Goal of the exercise: Give again exactly the lines that run from the start of the records to the line holding "translate:-50% -50%; white-space:nowrap;", both ends counted. Do not include the pictures.
* * *
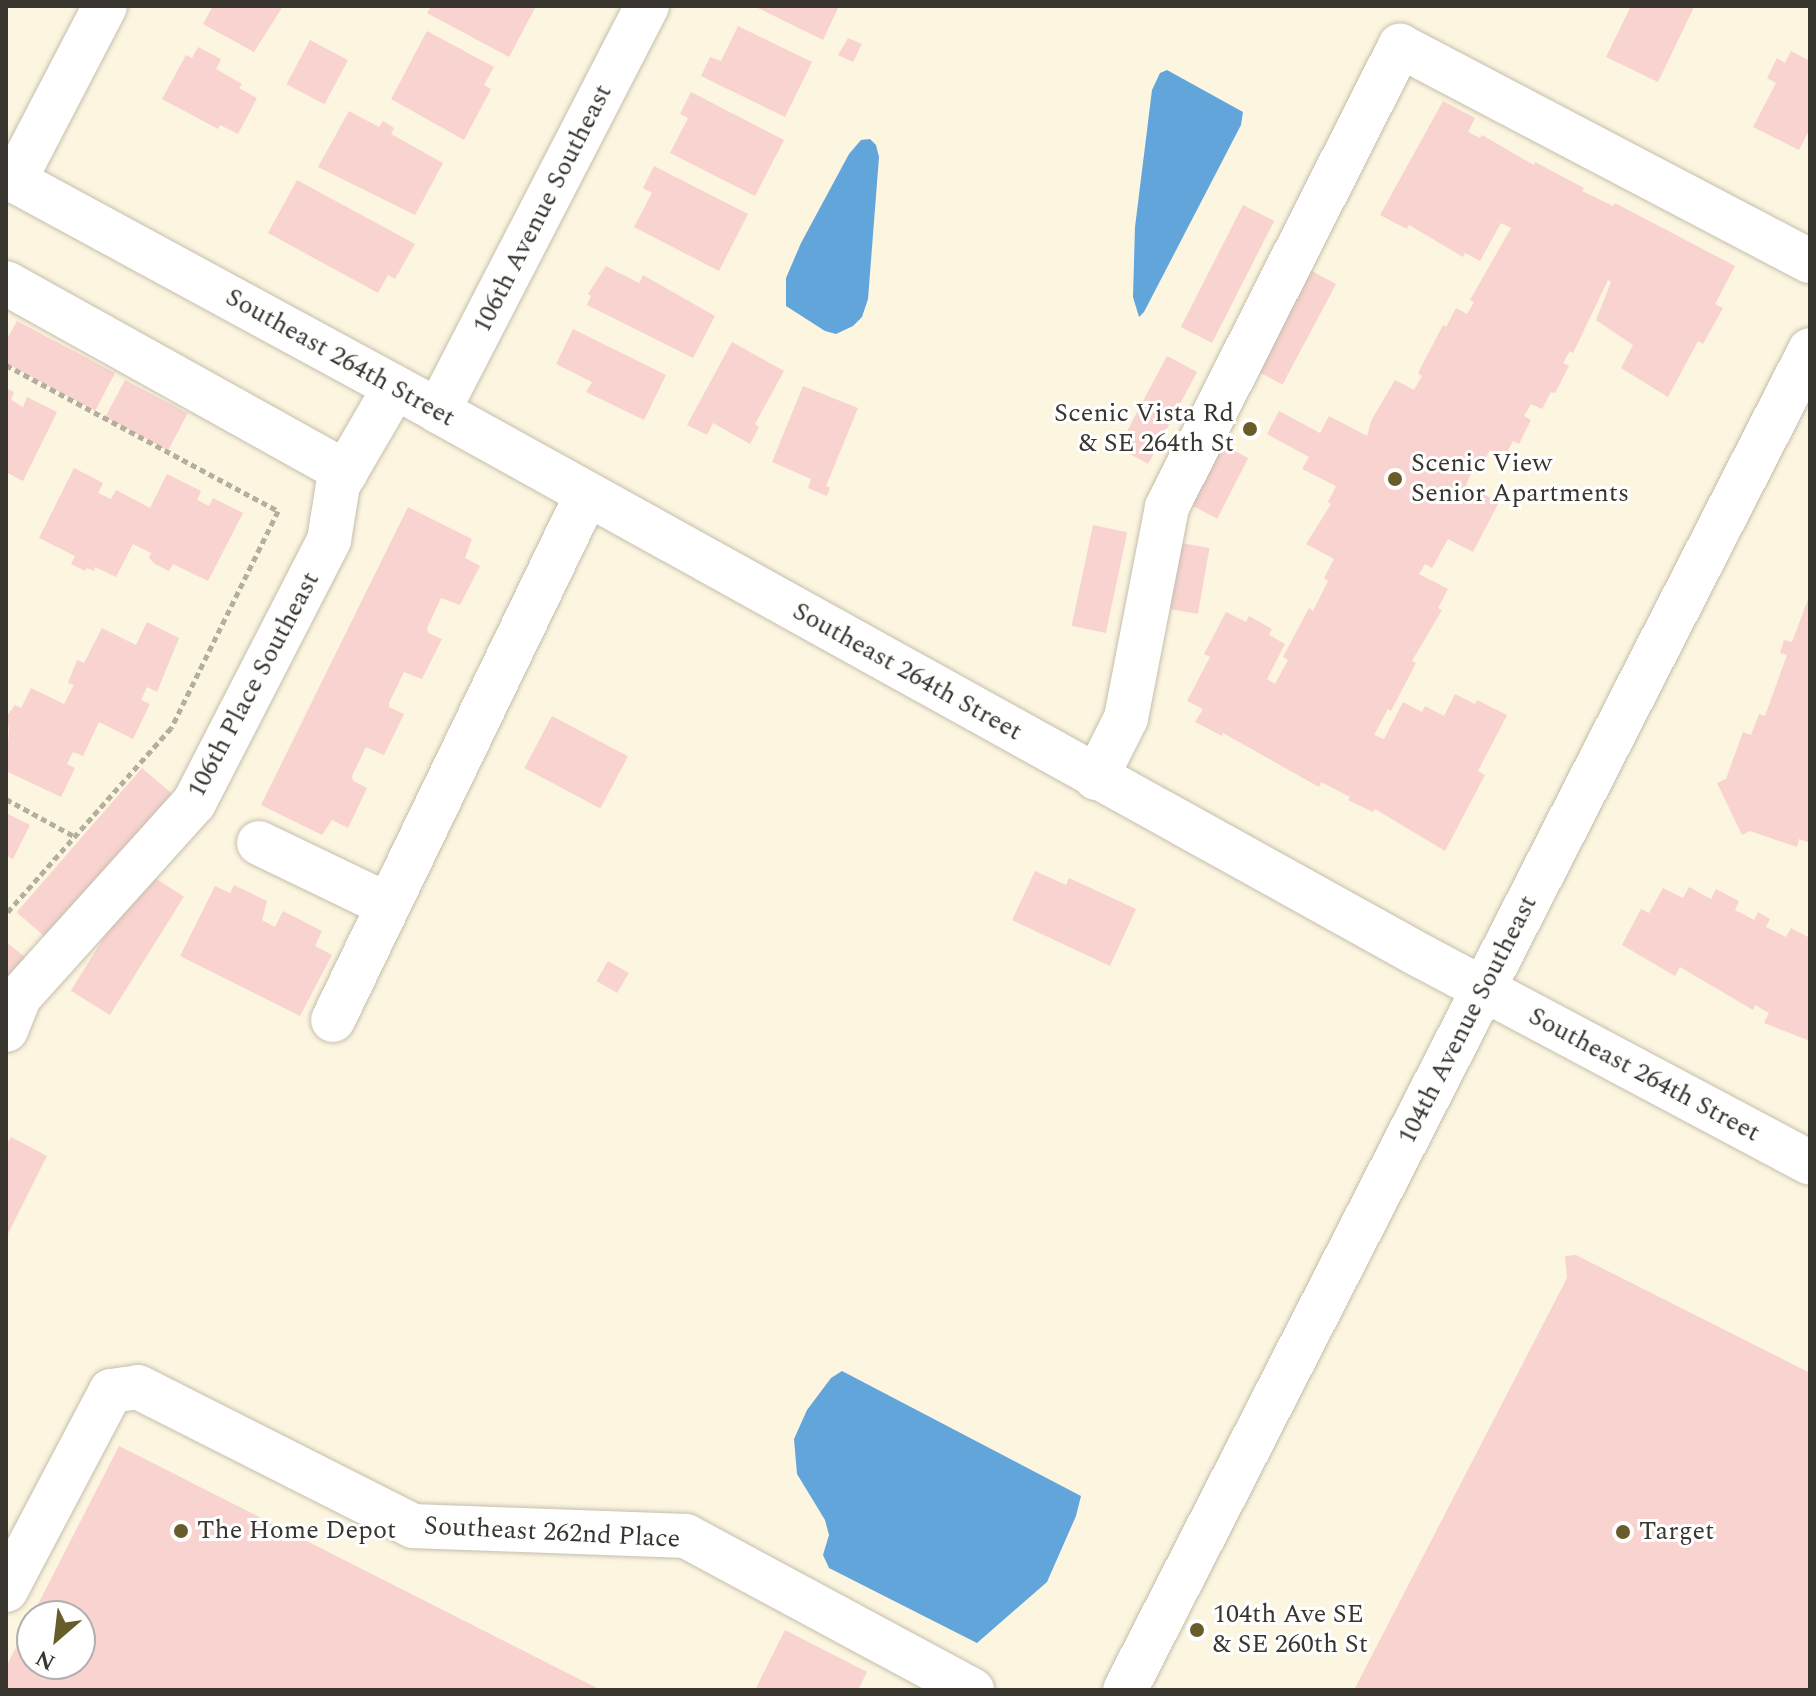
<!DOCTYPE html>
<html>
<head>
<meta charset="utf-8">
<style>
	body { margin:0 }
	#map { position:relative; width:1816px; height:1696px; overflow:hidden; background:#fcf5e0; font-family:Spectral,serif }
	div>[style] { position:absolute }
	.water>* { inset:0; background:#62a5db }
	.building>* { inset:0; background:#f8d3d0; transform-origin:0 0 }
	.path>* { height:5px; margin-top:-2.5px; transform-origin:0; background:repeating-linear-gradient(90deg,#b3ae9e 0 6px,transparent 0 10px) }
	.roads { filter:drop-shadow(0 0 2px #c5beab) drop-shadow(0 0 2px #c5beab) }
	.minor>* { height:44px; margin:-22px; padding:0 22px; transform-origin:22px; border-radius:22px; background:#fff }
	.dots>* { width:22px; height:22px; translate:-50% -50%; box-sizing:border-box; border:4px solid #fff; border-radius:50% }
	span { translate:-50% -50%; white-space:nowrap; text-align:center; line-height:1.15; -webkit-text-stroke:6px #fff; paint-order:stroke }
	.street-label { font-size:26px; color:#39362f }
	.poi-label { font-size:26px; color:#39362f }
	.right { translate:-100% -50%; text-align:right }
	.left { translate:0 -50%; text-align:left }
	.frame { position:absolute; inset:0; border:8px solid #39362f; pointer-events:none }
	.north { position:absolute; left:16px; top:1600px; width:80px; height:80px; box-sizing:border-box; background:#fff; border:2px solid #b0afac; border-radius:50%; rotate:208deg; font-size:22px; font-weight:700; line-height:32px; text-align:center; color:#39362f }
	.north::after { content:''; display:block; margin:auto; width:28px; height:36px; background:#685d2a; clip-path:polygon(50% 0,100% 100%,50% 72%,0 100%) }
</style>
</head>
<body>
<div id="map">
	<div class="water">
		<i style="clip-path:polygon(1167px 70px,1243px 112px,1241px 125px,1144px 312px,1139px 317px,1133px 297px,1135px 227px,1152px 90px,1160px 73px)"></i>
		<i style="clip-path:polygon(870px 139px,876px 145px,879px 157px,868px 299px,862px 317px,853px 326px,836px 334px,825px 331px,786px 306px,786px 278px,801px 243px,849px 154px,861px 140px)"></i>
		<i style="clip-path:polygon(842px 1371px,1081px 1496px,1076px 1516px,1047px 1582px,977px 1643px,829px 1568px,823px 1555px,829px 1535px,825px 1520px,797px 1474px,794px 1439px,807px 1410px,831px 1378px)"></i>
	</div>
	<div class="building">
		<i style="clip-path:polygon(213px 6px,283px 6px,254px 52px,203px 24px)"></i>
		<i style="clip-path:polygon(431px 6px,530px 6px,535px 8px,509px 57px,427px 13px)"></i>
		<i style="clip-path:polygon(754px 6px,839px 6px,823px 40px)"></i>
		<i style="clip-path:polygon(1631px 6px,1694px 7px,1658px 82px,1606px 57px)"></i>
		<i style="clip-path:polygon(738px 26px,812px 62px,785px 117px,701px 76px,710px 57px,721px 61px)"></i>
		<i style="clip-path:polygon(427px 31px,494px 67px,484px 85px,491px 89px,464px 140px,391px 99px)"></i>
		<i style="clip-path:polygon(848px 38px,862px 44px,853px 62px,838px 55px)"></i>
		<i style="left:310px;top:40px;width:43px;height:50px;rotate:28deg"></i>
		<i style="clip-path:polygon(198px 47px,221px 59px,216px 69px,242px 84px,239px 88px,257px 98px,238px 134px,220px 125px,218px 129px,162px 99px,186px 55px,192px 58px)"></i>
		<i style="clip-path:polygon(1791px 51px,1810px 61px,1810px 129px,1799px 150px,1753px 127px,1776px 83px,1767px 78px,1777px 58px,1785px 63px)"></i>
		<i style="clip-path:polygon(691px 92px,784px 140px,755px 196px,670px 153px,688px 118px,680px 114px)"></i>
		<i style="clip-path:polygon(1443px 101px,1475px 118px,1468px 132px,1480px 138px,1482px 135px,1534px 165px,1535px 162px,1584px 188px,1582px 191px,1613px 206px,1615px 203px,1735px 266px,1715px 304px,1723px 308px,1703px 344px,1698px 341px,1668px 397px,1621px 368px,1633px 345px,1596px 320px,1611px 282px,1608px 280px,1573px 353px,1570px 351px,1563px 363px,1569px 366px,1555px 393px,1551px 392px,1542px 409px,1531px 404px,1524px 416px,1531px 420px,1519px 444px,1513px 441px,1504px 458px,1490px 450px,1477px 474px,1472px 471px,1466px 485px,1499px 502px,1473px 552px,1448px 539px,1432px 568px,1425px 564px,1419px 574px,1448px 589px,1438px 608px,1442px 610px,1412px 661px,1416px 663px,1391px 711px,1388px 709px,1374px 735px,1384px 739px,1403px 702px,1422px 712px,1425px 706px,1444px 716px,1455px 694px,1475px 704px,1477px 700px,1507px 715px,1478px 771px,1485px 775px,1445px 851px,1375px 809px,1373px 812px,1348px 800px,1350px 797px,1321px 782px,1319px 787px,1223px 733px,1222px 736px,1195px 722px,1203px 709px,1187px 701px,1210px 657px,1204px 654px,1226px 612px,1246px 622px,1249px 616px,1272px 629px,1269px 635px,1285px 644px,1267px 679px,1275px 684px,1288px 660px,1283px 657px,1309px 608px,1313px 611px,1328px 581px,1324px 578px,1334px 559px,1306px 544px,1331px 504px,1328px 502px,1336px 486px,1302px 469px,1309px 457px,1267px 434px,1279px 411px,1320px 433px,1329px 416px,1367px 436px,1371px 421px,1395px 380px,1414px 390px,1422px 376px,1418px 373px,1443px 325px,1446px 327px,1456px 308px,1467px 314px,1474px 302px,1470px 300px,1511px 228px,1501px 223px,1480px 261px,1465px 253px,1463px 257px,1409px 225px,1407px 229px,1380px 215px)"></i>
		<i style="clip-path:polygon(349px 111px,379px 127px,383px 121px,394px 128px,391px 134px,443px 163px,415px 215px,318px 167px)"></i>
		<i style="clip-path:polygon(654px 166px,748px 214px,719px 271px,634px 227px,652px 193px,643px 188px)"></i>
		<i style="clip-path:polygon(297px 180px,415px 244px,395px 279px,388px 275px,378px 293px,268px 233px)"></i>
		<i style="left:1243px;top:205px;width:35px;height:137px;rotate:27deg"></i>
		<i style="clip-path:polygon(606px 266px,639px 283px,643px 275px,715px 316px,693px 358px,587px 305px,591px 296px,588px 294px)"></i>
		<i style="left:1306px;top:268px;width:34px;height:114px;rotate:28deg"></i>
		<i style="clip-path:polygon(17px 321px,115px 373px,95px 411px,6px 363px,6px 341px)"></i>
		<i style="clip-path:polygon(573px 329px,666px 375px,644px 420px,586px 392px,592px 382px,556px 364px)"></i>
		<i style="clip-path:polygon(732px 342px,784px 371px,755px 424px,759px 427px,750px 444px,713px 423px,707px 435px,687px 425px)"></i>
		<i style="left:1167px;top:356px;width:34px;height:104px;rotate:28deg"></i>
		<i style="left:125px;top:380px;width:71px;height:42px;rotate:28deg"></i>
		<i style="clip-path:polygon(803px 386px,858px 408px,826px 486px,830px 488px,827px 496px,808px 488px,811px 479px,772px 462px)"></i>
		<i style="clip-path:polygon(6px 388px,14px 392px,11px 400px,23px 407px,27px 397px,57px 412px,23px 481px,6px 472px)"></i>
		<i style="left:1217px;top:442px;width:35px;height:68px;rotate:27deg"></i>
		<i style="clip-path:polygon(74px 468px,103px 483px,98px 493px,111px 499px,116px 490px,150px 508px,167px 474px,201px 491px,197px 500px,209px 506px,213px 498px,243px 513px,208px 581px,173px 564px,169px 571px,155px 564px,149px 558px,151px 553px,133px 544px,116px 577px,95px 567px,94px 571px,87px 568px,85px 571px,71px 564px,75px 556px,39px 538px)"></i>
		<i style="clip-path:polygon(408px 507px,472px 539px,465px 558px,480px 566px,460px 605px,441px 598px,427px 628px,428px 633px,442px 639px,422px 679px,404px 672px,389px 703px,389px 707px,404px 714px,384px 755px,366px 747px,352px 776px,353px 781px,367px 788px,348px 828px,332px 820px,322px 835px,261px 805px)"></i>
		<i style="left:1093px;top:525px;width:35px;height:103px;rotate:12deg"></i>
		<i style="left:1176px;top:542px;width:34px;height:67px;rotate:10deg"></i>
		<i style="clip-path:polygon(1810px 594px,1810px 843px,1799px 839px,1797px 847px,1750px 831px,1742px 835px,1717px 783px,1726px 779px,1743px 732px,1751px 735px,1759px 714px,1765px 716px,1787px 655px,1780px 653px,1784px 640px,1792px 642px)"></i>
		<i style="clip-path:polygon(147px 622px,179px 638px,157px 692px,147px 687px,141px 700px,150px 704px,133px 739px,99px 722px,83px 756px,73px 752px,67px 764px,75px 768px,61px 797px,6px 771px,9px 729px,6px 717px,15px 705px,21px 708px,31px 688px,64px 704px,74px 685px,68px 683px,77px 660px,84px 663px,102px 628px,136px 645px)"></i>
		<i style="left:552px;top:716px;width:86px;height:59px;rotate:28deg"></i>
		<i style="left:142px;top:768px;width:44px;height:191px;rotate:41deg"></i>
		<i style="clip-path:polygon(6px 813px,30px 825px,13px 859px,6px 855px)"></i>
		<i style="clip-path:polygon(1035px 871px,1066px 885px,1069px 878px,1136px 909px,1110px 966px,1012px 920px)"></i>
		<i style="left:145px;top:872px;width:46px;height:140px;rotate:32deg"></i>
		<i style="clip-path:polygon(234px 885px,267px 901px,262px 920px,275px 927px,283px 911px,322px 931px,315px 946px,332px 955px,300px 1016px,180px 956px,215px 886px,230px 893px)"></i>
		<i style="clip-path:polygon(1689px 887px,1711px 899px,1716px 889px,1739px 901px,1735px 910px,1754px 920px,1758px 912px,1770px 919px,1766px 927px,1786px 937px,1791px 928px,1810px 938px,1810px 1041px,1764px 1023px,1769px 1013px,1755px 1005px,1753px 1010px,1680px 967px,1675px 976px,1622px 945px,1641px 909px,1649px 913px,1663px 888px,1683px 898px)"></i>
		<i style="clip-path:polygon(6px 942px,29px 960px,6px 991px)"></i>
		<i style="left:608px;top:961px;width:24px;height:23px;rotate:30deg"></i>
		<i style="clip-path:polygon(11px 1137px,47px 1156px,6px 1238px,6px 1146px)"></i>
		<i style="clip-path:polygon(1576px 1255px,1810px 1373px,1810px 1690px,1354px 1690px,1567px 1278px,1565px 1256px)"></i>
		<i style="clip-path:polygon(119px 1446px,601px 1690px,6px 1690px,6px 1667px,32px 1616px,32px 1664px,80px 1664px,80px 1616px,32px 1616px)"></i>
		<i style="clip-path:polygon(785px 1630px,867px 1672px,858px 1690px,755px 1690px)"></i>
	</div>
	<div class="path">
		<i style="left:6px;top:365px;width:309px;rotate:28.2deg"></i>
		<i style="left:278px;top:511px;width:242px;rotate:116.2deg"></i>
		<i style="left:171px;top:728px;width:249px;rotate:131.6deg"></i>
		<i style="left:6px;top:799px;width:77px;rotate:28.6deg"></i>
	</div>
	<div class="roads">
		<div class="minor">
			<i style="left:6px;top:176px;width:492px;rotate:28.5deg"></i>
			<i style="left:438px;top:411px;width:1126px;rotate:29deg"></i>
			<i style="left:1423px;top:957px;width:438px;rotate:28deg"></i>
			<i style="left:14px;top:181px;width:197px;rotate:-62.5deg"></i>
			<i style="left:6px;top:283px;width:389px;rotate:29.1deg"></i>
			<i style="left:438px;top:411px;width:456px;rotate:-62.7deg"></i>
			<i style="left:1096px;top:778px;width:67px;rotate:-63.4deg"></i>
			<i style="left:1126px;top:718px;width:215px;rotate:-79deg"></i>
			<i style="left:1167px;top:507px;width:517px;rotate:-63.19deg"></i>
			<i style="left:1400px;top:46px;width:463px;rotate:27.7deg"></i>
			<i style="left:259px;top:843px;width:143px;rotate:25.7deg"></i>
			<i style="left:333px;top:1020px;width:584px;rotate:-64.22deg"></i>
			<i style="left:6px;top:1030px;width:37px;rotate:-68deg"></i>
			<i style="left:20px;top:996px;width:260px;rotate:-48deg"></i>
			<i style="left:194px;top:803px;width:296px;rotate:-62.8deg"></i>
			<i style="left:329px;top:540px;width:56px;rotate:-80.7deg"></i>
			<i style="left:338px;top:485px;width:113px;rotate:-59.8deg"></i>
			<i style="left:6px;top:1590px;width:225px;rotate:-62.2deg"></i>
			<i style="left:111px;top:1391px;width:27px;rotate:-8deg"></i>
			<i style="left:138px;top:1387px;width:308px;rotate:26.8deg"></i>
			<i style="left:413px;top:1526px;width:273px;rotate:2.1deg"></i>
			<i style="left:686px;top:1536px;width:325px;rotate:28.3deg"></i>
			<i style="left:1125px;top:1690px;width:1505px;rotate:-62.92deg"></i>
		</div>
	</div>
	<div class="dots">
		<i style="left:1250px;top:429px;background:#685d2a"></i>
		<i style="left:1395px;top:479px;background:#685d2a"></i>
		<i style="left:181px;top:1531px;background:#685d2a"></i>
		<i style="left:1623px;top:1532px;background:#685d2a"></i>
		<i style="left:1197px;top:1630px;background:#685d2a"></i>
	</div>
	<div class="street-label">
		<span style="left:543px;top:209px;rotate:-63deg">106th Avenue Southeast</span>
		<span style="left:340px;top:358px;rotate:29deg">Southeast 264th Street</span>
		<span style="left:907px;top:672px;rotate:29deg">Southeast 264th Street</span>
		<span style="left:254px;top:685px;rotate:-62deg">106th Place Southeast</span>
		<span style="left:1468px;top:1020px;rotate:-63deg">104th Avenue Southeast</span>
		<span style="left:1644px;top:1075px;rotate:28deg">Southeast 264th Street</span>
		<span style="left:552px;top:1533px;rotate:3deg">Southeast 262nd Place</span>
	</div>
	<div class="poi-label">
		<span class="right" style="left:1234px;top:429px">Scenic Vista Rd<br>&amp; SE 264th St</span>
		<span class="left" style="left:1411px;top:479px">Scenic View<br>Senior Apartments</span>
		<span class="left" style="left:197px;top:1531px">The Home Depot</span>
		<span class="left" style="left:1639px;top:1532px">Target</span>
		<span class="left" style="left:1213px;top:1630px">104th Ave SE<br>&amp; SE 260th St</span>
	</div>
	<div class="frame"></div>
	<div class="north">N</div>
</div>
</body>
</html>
* * *
Result of this task:
<!DOCTYPE html>
<html>
<head>
<meta charset="utf-8">
<style>
	body { margin:0 }
	#map { position:relative; width:1816px; height:1696px; overflow:hidden; background:#fcf5e0; font-family:Spectral,serif }
	div>[style] { position:absolute }
	.water>* { inset:0; background:#62a5db }
	.building>* { inset:0; background:#f8d3d0; transform-origin:0 0 }
	.path>* { height:5px; margin-top:-2.5px; transform-origin:0; background:repeating-linear-gradient(90deg,#b3ae9e 0 6px,transparent 0 10px) }
	.roads { filter:drop-shadow(0 0 2px #c5beab) drop-shadow(0 0 2px #c5beab) }
	.minor>* { height:44px; margin:-22px; padding:0 22px; transform-origin:22px; border-radius:22px; background:#fff }
	.dots>* { width:22px; height:22px; translate:-50% -50%; box-sizing:border-box; border:4px solid #fff; border-radius:50% }
	span { translate:-50% -50%; white-space:nowrap; text-align:center; line-height:1.15; -webkit-text-stroke:6px #fff; paint-order:stroke }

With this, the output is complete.